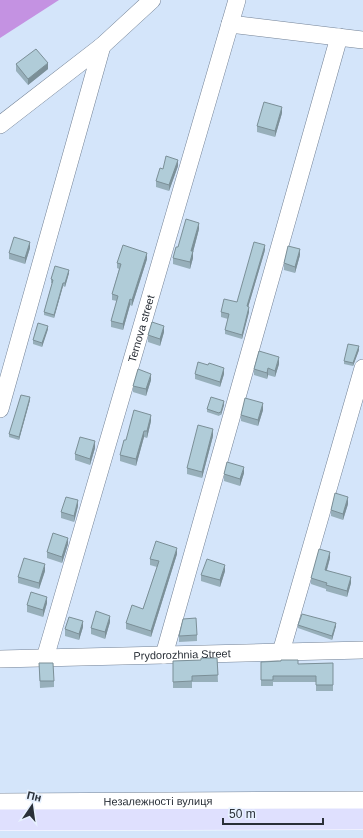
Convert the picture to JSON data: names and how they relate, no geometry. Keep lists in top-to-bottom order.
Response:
{
  "streets": {
    "street": ["Ternova street", "Prydorozhnia Street", "Незалежності вулиця"]
  },
  "crossings": [
    ["Ternova street", "Prydorozhnia Street"]
  ],
  "scale_bar": "50 m",
  "north": "top"
}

· · · · ·

**WORK INSTRUCTIONS:** The listing above must be restated word for word. Its pictures are to be left out.

**SOLUTION:**
Convert the picture to JSON data: names and how they relate, no geometry. Keep lists in top-to-bottom order.
Response:
{
  "streets": {
    "street": ["Ternova street", "Prydorozhnia Street", "Незалежності вулиця"]
  },
  "crossings": [
    ["Ternova street", "Prydorozhnia Street"]
  ],
  "scale_bar": "50 m",
  "north": "top"
}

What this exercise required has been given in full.